I was working with Amazon Bedrock to run LLM inference. AWS has its fair share of complexity – VPCs, subnets, security groups, etc.

On the surface, running inference on Amazon Bedrock is straightforward. A simple script might look like this (assuming you have proper environment variables set):

bedrock = boto3.client('bedrock-runtime', region_name='us-east-2')

messages = [{"role": "user", "content": [{"text": "What is 2+2?"}]}]

res = bedrock.converse(modelId="anthropic.claude-3-5-sonnet-20241022-v2:0", messages=messages)
print(res['output']['message']['content'][0]['text'])

We can find this model name in the us-east-2 model catalog (requires sign in).

Anthropic’s documentation also mentions these model names.

I was working with SageMaker and dealing with a restrictive VPC setup, but when I tried to run the inference above, I got the following error:

An error occurred (ValidationException) when calling the Converse operation: Invocation of model ID anthropic.claude-3-5-sonnet-20241022-v2:0 with on-demand throughput isn't supported

This was confusing specifically because I wasn’t sure if I was having AWS permissions and access issues or inference issues.
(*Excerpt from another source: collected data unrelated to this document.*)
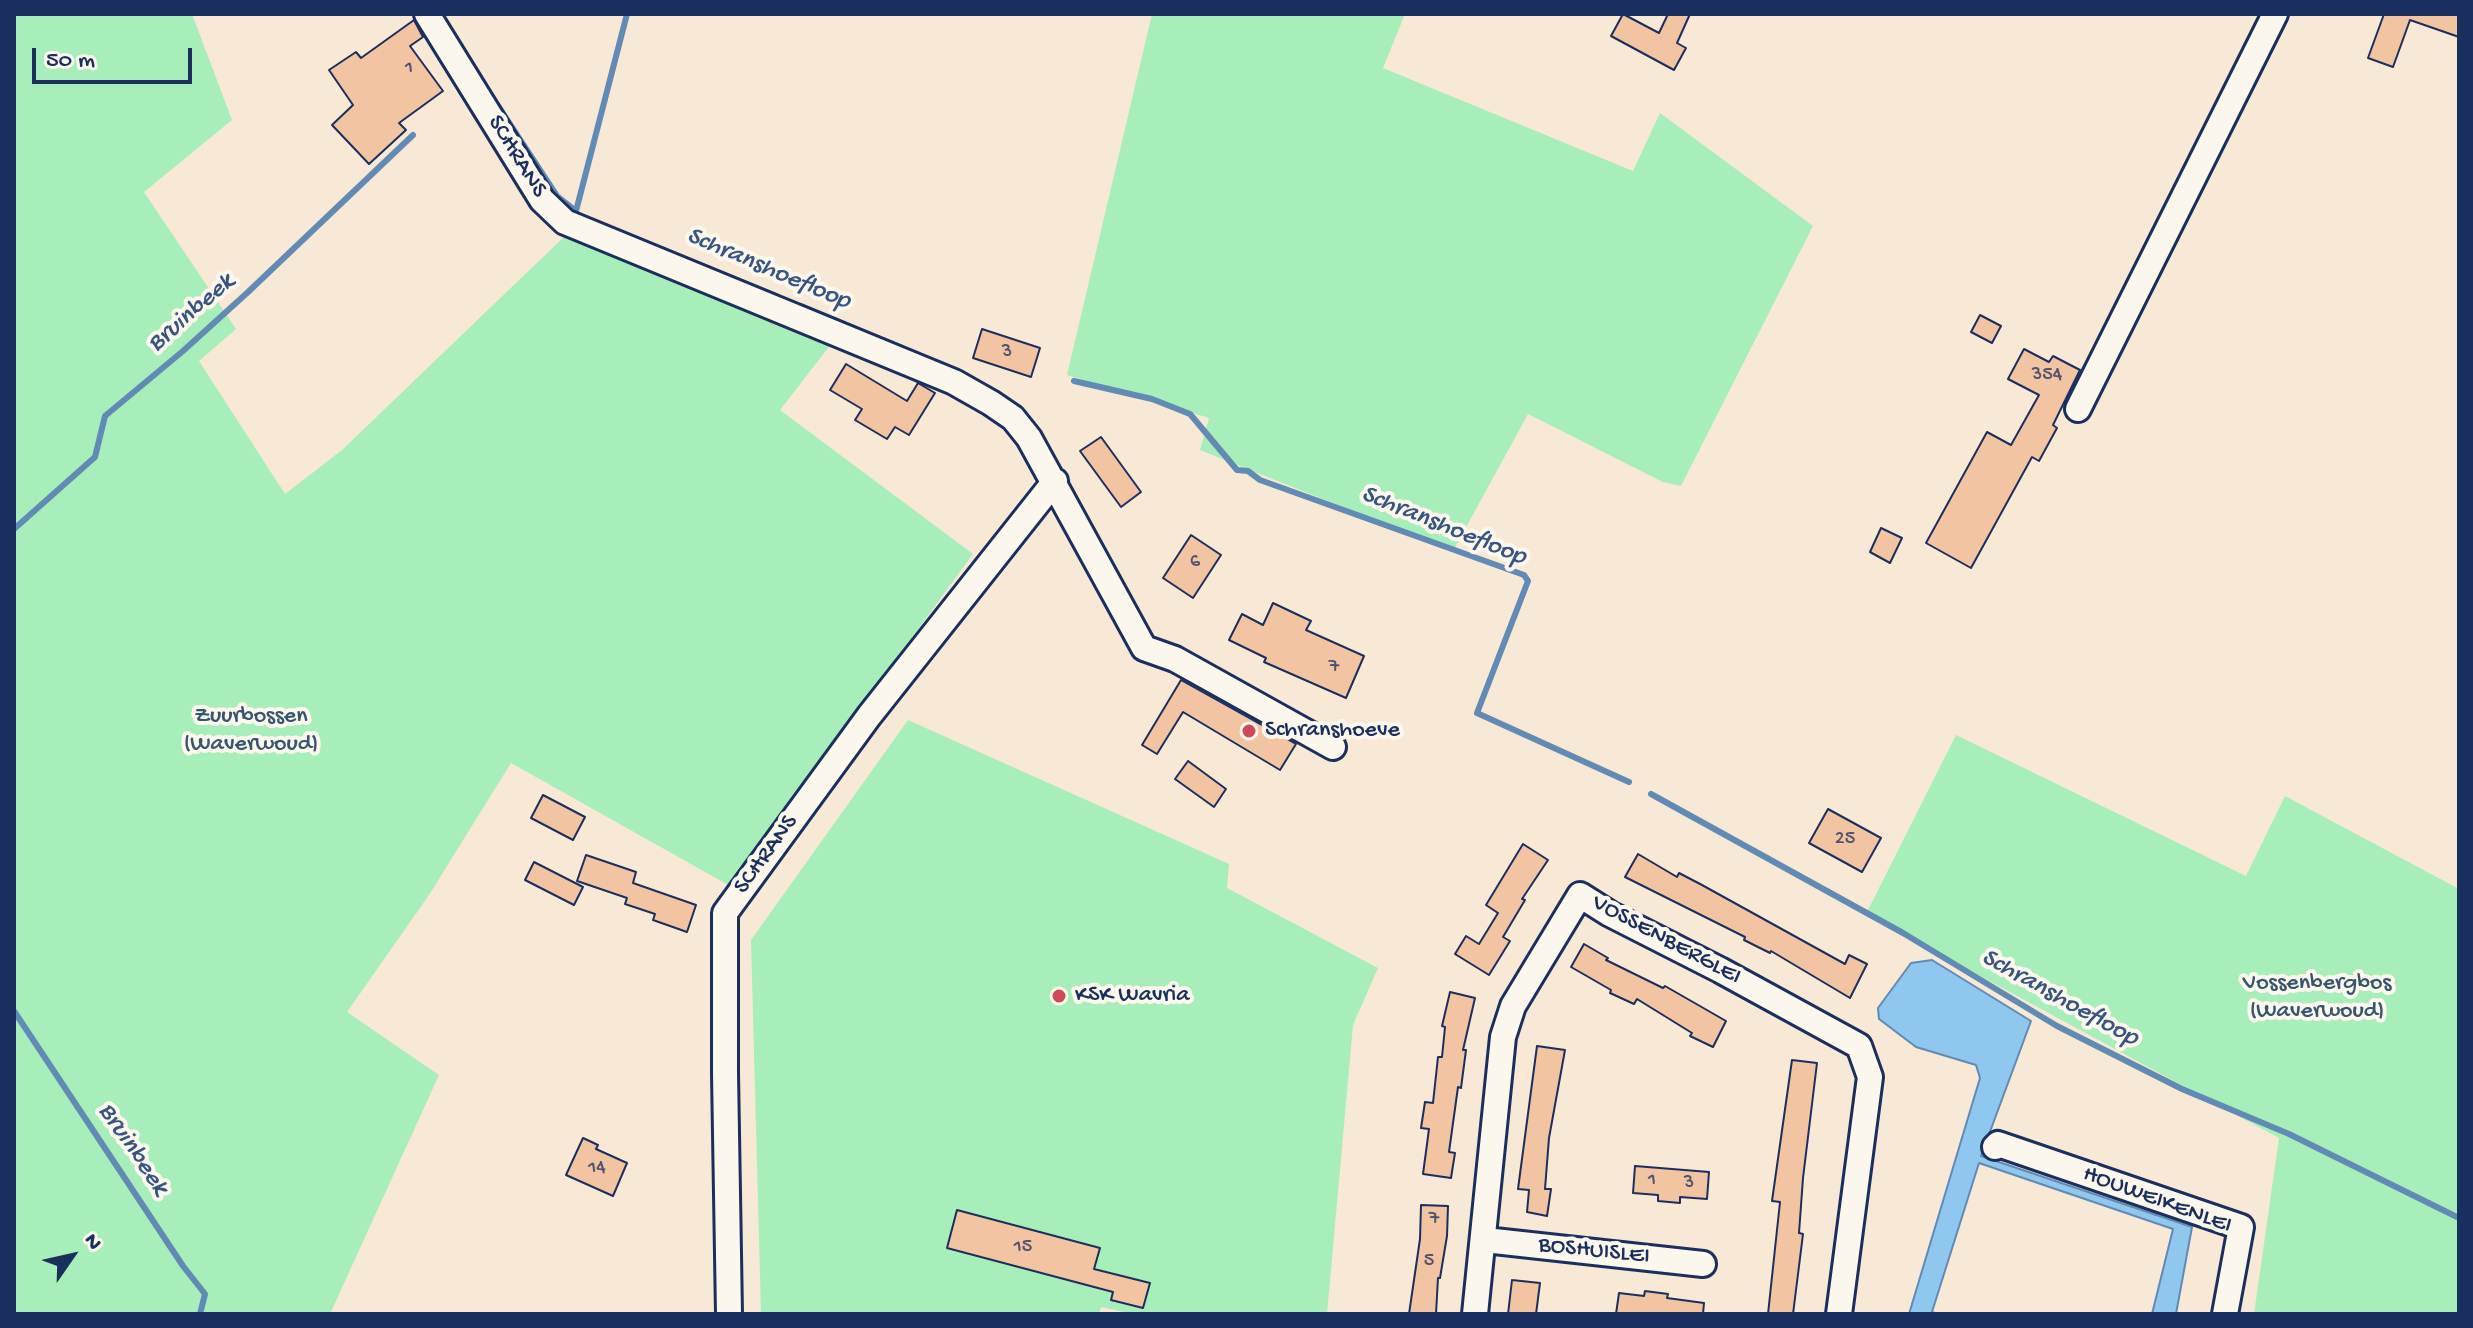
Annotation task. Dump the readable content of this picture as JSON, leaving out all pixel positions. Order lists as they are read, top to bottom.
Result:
{
  "streets": {
    "street": [
      "SCHRANS",
      "VOSSENBERGLEI",
      "HOUWEIKENLEI",
      "BOSHUISLEI"
    ]
  },
  "crossings": [
    ["VOSSENBERGLEI", "BOSHUISLEI"]
  ],
  "water": ["Schranshoefloop", "Bruinbeek"],
  "parks": ["Zuurbossen (Waverwoud)", "Vossenbergbos (Waverwoud)"],
  "places": ["Schranshoeve", "KSK Wavria"],
  "house_numbers": [
    "1",
    "3",
    "354",
    "6",
    "7",
    "25",
    "14",
    "1",
    "3",
    "7",
    "15",
    "5"
  ],
  "scale_bar": "50 m",
  "north": "top right"
}
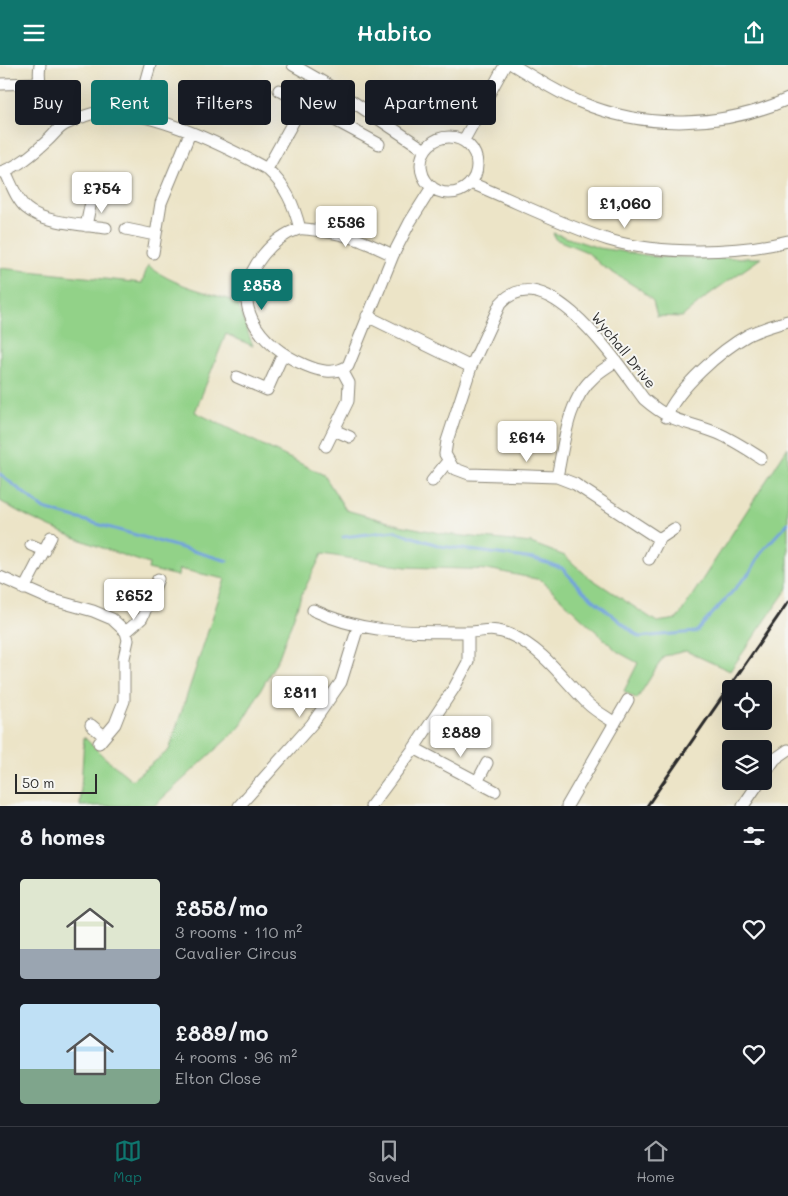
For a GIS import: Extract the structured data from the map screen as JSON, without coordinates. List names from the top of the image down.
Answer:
{
  "streets": {
    "street": ["Wychall Drive"]
  },
  "scale_bar": "50 m",
  "page": {
    "header": "Habito",
    "chip": [
      "Buy",
      "Rent",
      "Filters",
      "New",
      "Apartment"
    ],
    "price": [
      "£754",
      "£1,060",
      "£536",
      "£858",
      "£614",
      "£652",
      "£811",
      "£889"
    ],
    "scale": "50 m",
    "heading": "8 homes",
    "list": [
      {
        "name": "£858/mo",
        "note": "3 rooms · 110 m² · Cavalier Circus"
      },
      {
        "name": "£889/mo",
        "note": "4 rooms · 96 m² · Elton Close"
      }
    ],
    "tabs": ["Map", "Saved", "Home"]
  }
}
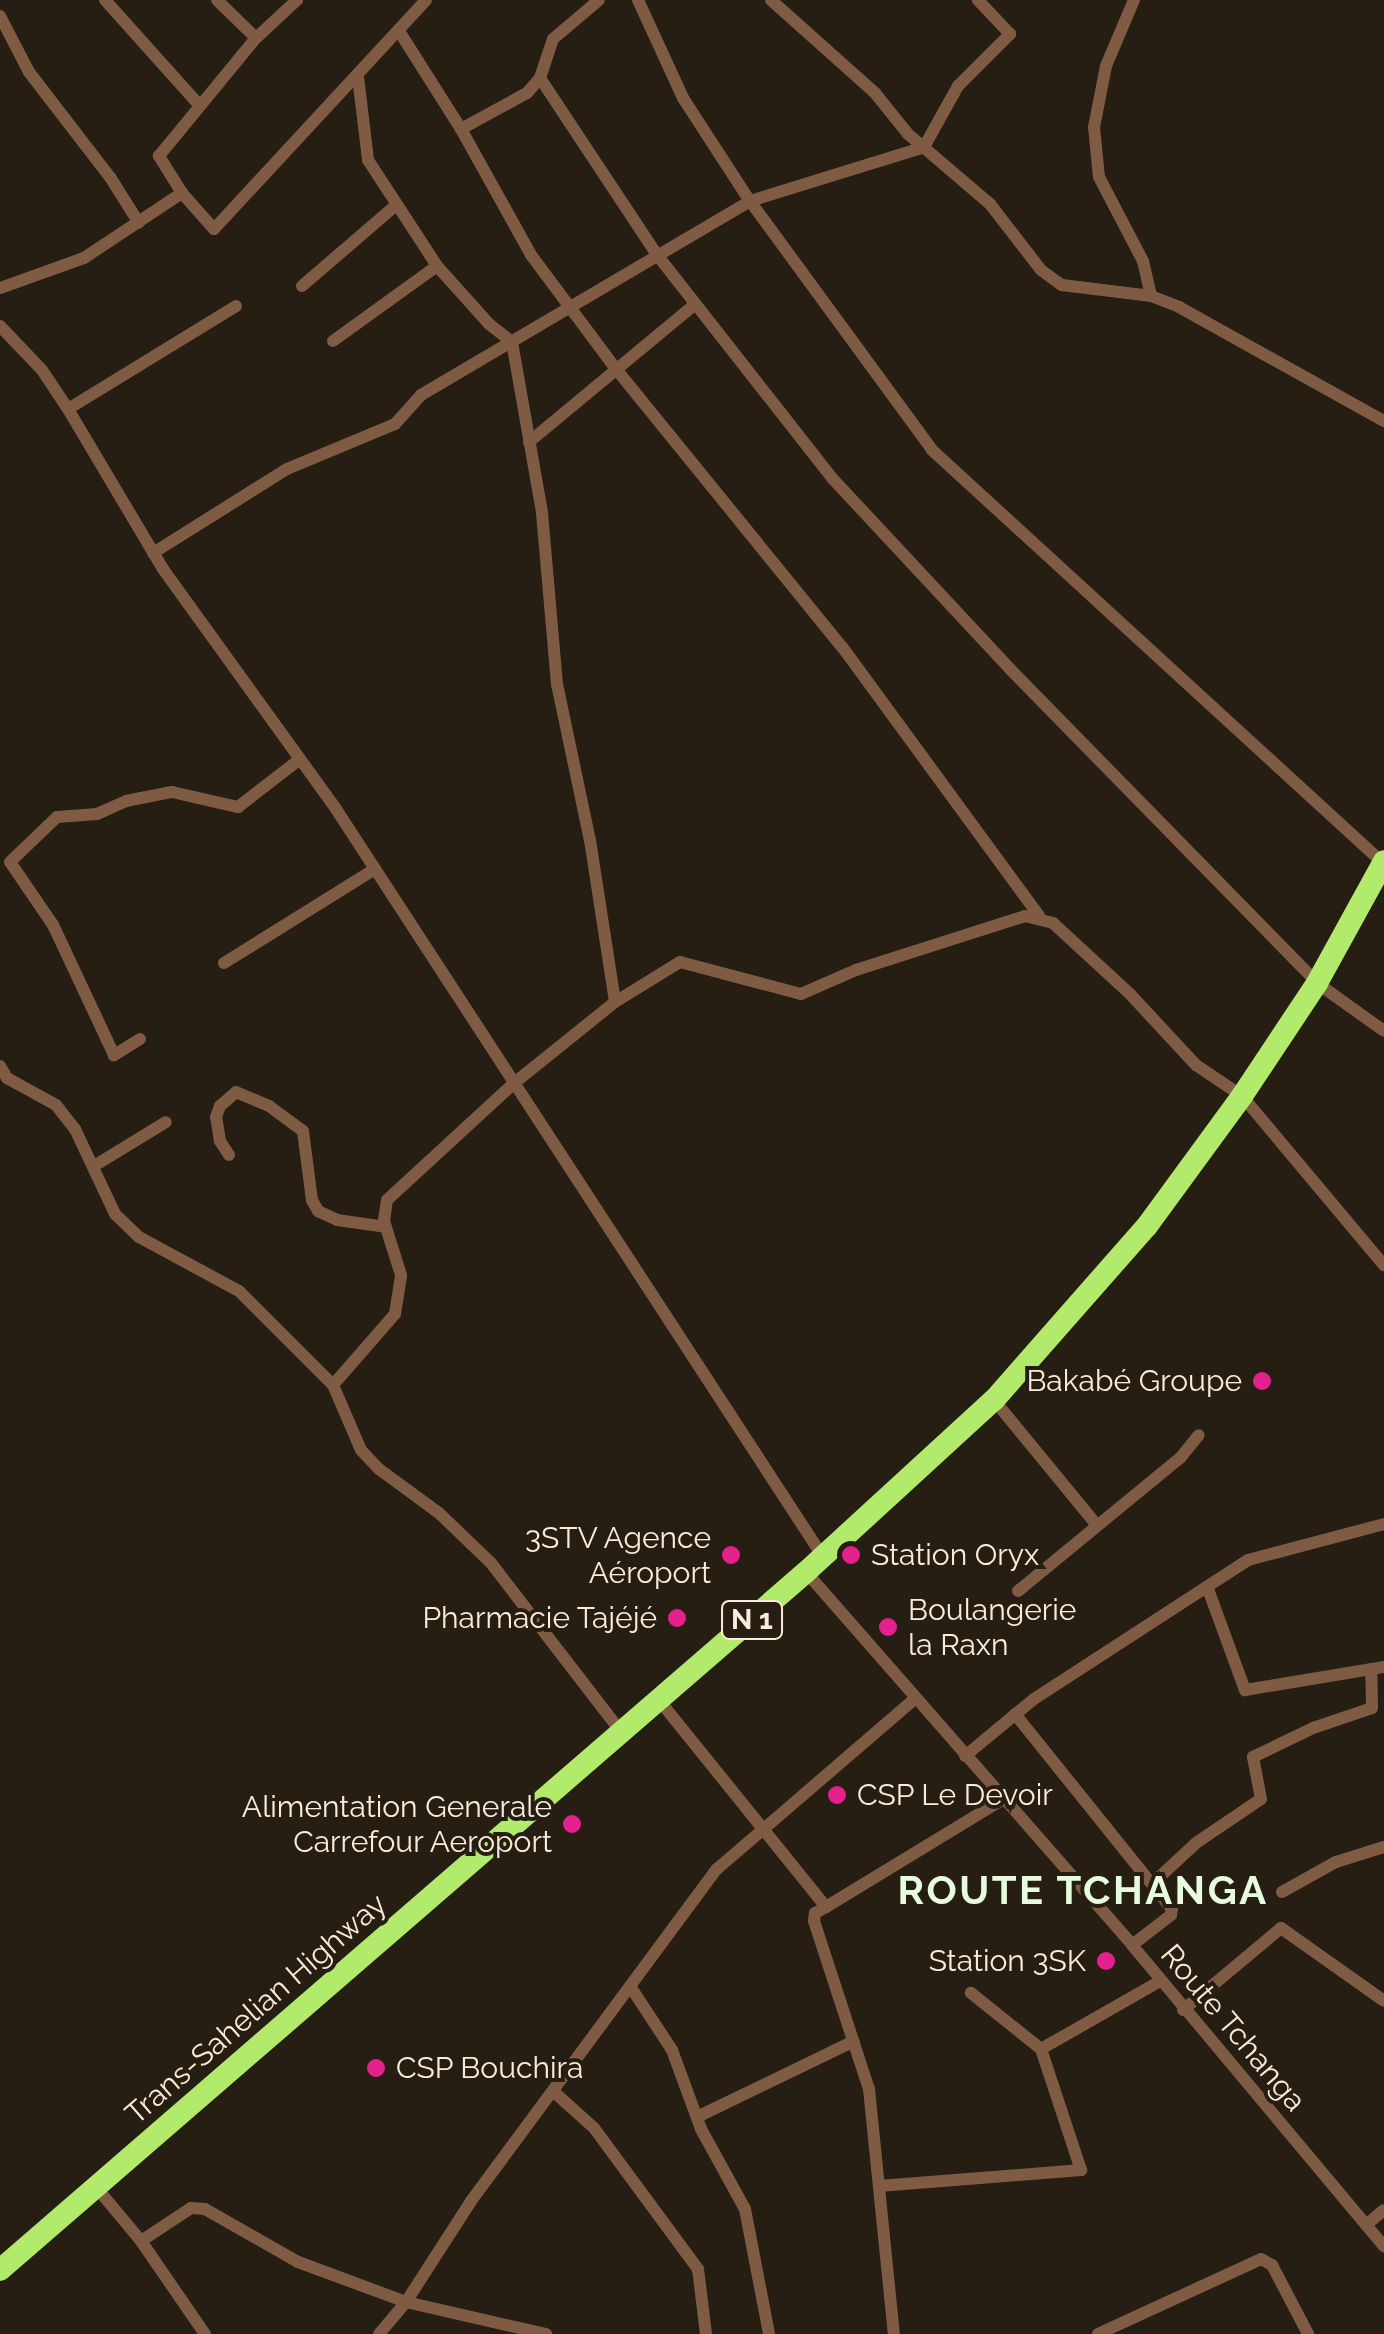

It turned out, prefixing the model id with us., i.e.gs us.anthropic.claude-3-5-sonnet-20241022-v2:0 was all I needed to get things working for my setup.

bedrock = boto3.client('bedrock-runtime', region_name='us-east-2')

messages = [{"role": "user", "content": [{"text": "What is 2+2?"}]}]

res = bedrock.converse(modelId="us.anthropic.claude-3-5-sonnet-20241022-v2:0", messages=messages)
print(res['output']['message']['content'][0]['text'])

Hopefully, this is helpful if you’re calling Bedrock through a VPC endpoint.